**DATASET ENTRIES**
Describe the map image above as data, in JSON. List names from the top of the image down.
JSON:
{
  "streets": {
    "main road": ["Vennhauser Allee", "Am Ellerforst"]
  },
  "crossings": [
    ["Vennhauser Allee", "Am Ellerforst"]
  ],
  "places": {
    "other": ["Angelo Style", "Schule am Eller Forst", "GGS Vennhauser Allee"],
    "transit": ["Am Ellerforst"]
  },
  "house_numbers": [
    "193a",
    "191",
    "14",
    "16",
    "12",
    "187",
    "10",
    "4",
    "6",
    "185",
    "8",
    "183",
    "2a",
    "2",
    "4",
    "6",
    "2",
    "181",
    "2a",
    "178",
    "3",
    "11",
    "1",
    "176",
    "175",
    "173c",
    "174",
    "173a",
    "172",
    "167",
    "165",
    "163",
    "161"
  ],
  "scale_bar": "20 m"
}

**PROBLEM**
Collect the lines of the data that carry the word "Ellerforst".

**ANSWER FOR THE TASK**
    "main road": ["Vennhauser Allee", "Am Ellerforst"]
    ["Vennhauser Allee", "Am Ellerforst"]
    "transit": ["Am Ellerforst"]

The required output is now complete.